The latest version, what you have before you, was built out of the hipbones and shoulder girdles of giant beesty wildescripts. And gatsby-theme-garden, which did most of the heavy lifting.
I began by scaffolding a fresh Gatsby app using the latest React 17 and Gatsby 3.6.2. Getting Gatsby themes to build on my M1-chipped Macbook Air was initially very difficult. Many of the popular themes are dependent upon Sharp for image processing, which once was an M1 SNAFU. I'll only consensually bore you with the details.
Once the Gatsby app would build using this theme, I restructured the project as a lerna-supported monorepo with multiple sites and themes. We'll see where it goes from there. But the theme itself, recast as gatsby-theme-wtf is available as an independent module on npm. In the course of bringing this toolset up-to-date I also forked the
react-stacked-pages-hook module and generalized it as react-slips-hook.
These days I do most of my devving at night, so a lack of a dark theme is a dealbreaker. And all these black backgrounds are unnecessarily high contrast, and also hard on the eyes. So I use Theme UI here to offer many themes and colorschemes.
The typography is all one font—Recursive—which is wonderfully variable font that can pretty much do it all: serif, sans serif, monospaced, cursive, casual, and any blend of qualities that its 5 variable axes can yield.

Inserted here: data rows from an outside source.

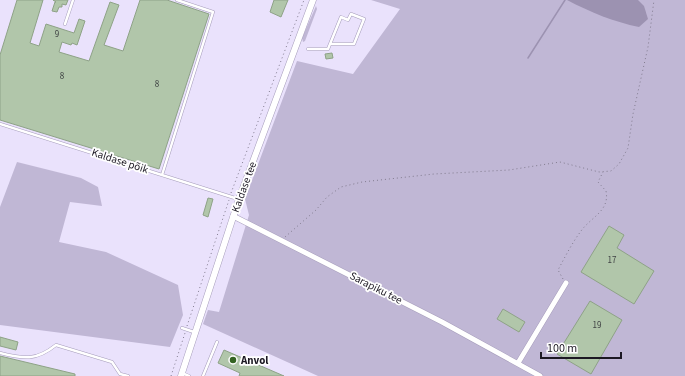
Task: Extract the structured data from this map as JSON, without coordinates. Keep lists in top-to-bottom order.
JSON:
{
  "streets": {
    "street": ["Kaldase tee", "Sarapiku tee"],
    "lane": ["Kaldase põik"]
  },
  "crossings": [
    ["Kaldase põik", "Kaldase tee"],
    ["Kaldase tee", "Sarapiku tee"]
  ],
  "places": ["Anvol"],
  "house_numbers": [
    "9",
    "8",
    "8",
    "17",
    "19"
  ],
  "scale_bar": "100 m"
}
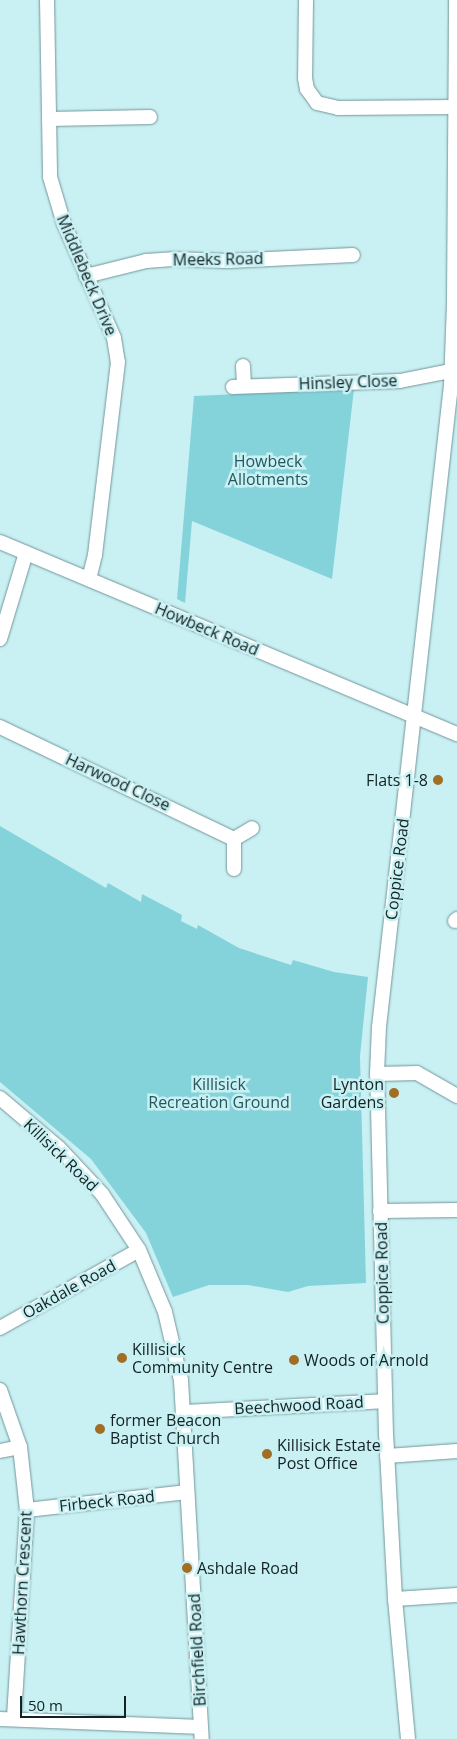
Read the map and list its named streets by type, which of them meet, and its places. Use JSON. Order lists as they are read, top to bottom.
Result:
{
  "streets": {
    "street": [
      "Meeks Road",
      "Middlebeck Drive",
      "Hinsley Close",
      "Howbeck Road",
      "Harwood Close",
      "Coppice Road",
      "Killisick Road",
      "Oakdale Road",
      "Beechwood Road",
      "Firbeck Road",
      "Hawthorn Crescent",
      "Birchfield Road"
    ]
  },
  "crossings": [
    ["Meeks Road", "Middlebeck Drive"],
    ["Middlebeck Drive", "Howbeck Road"],
    ["Hinsley Close", "Coppice Road"],
    ["Howbeck Road", "Coppice Road"],
    ["Coppice Road", "Beechwood Road"],
    ["Killisick Road", "Oakdale Road"],
    ["Killisick Road", "Beechwood Road"],
    ["Killisick Road", "Birchfield Road"],
    ["Beechwood Road", "Birchfield Road"],
    ["Firbeck Road", "Hawthorn Crescent"],
    ["Firbeck Road", "Birchfield Road"]
  ],
  "parks": ["Howbeck Allotments", "Killisick Recreation Ground"],
  "places": [
    "Flats 1-8",
    "Lynton Gardens",
    "Killisick Community Centre",
    "Woods of Arnold",
    "former Beacon Baptist Church",
    "Killisick Estate Post Office",
    "Ashdale Road"
  ],
  "scale_bar": "50 m"
}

Also, thanks to the variable axes, I can animate transitions of the weight, slant, casualness, monospacedness, and cursivity on hover, focus, etc.

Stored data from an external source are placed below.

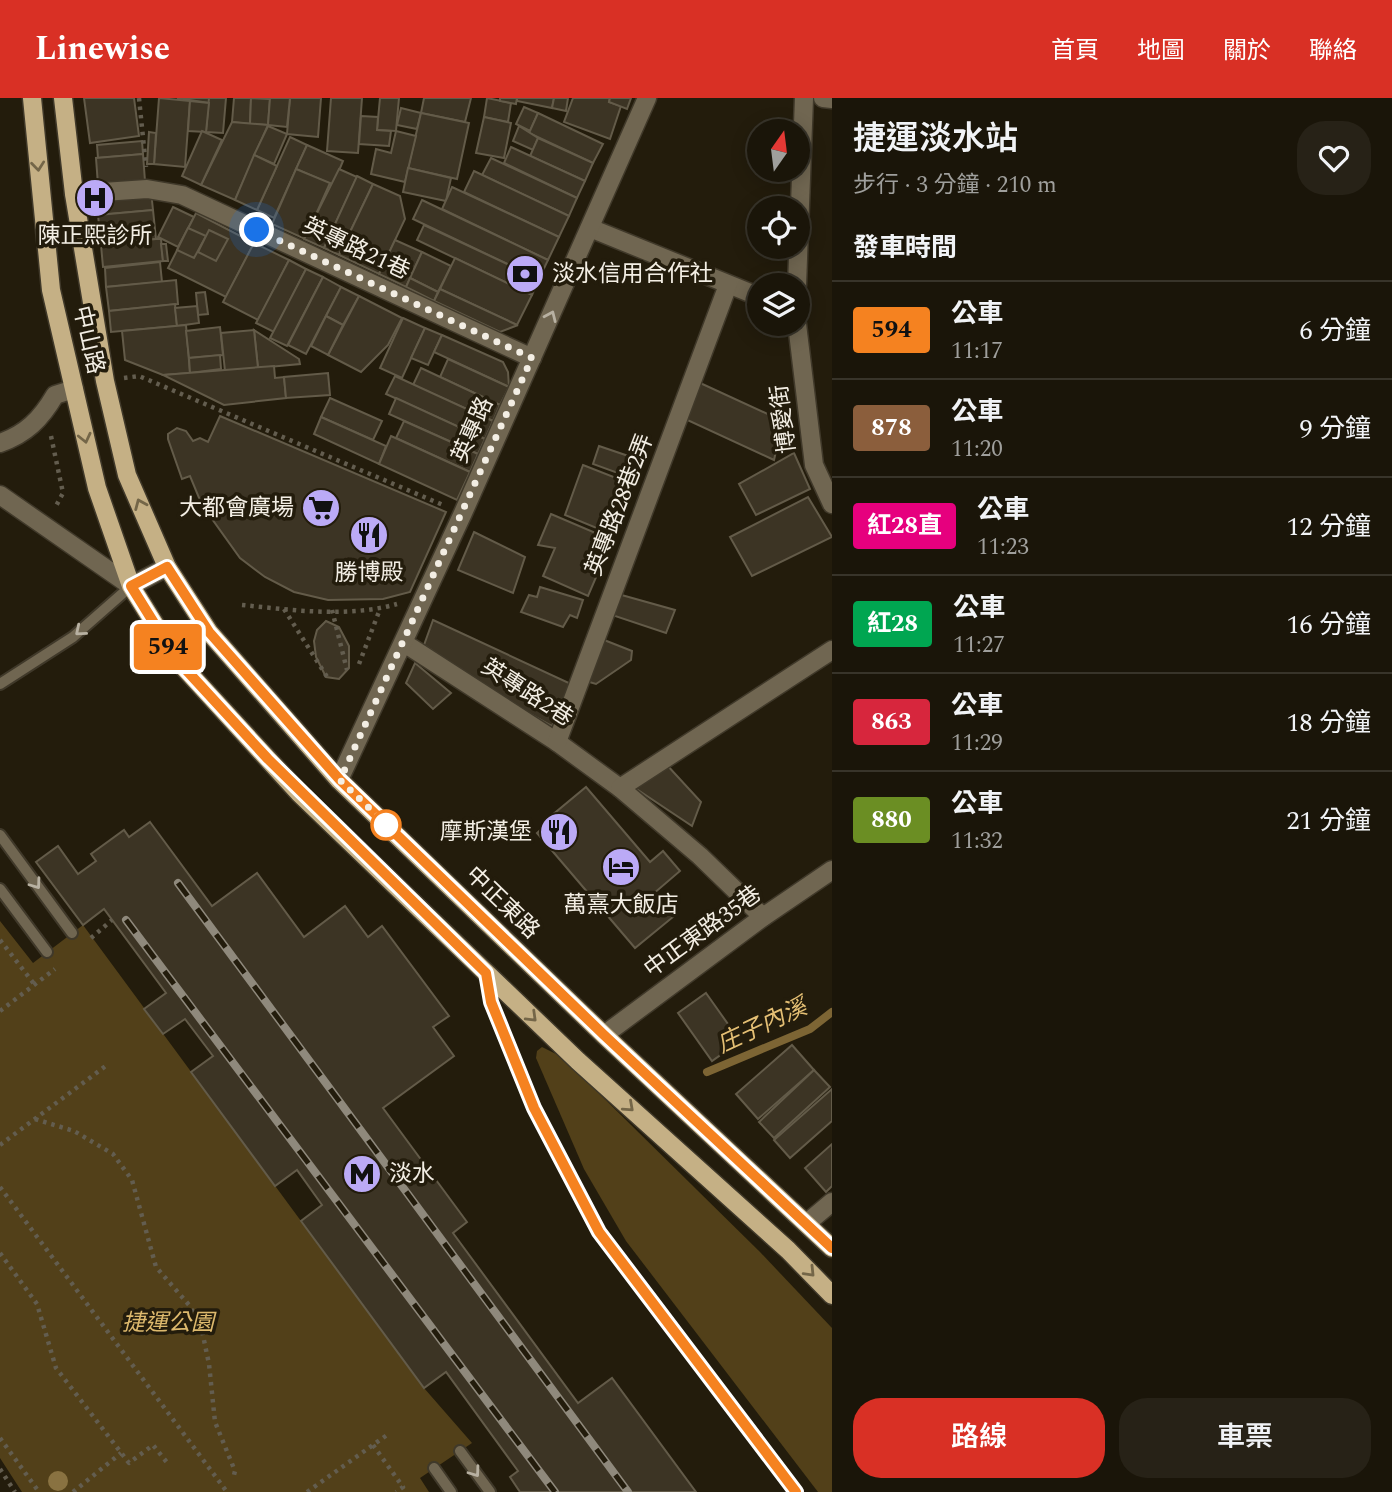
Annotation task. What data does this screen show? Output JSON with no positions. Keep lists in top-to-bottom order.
{
  "streets": {
    "main road": ["中山路", "中正東路"],
    "street": [
      "英專路21巷",
      "博愛街",
      "英專路",
      "英專路28巷2弄",
      "英專路2巷",
      "中正東路35巷"
    ]
  },
  "crossings": [
    ["英專路21巷", "中山路"],
    ["英專路21巷", "英專路"],
    ["中山路", "中正東路"],
    ["英專路", "英專路2巷"],
    ["英專路", "中正東路"],
    ["英專路28巷2弄", "英專路2巷"],
    ["英專路2巷", "中正東路35巷"],
    ["中正東路", "中正東路35巷"]
  ],
  "water": ["庄子內溪"],
  "parks": ["捷運公園"],
  "places": {
    "hospital": ["陳正煕診所"],
    "bank": ["淡水信用合作社"],
    "supermarket": ["大都會廣場"],
    "restaurant": ["勝博殿", "摩斯漢堡"],
    "hotel": ["萬熹大飯店"],
    "metro station": ["淡水"]
  },
  "lines": ["bus line 594"],
  "north": "top",
  "page": {
    "header": "Linewise",
    "nav": [
      "首頁",
      "地圖",
      "關於",
      "聯絡"
    ],
    "on_map": "594",
    "heading": [
      ["捷運淡水站", "步行 · 3 分鐘 · 210 m"],
      "發車時間"
    ],
    "list": [
      {
        "mark": "594",
        "name": "公車",
        "note": "11:17",
        "value": "6 分鐘"
      },
      {
        "mark": "878",
        "name": "公車",
        "note": "11:20",
        "value": "9 分鐘"
      },
      {
        "mark": "紅28直",
        "name": "公車",
        "note": "11:23",
        "value": "12 分鐘"
      },
      {
        "mark": "紅28",
        "name": "公車",
        "note": "11:27",
        "value": "16 分鐘"
      },
      {
        "mark": "863",
        "name": "公車",
        "note": "11:29",
        "value": "18 分鐘"
      },
      {
        "mark": "880",
        "name": "公車",
        "note": "11:32",
        "value": "21 分鐘"
      }
    ],
    "buttons": ["路線", "車票"]
  }
}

I first encountered the digital garden when I stumbled upon @yenly's Notes to Self. Eureka! It became immediately clear what I had to build. So when it came time to muster my courage and go public with all these crazy, incoherent ramblings, I dutifully tried a bunch of other approaches and avenues, and then eventually returned to the foamy-nextjs template for fast page loads thanks to SSG, and familiarity with NextJS. More on why-i-chose-foamy-nextjs.
I've also kept track of the bumps-in-the-foamy-dev-trail, which might be useful to others going this way.
Devsign-wise, the sunny color palettes are inspired by young son Zephyr. There are light and dark, sea and land themes so far. The switches for which run on a great lib
next-themes that now replaces my handrolled moonface (which you can still flip off over at Easeness).
The typography arrives via @fontsource which allows us to serve Google Fonts along with the payload of the site, and to fine-tune precisely which font files are sent. I use variable fonts to lighten the load.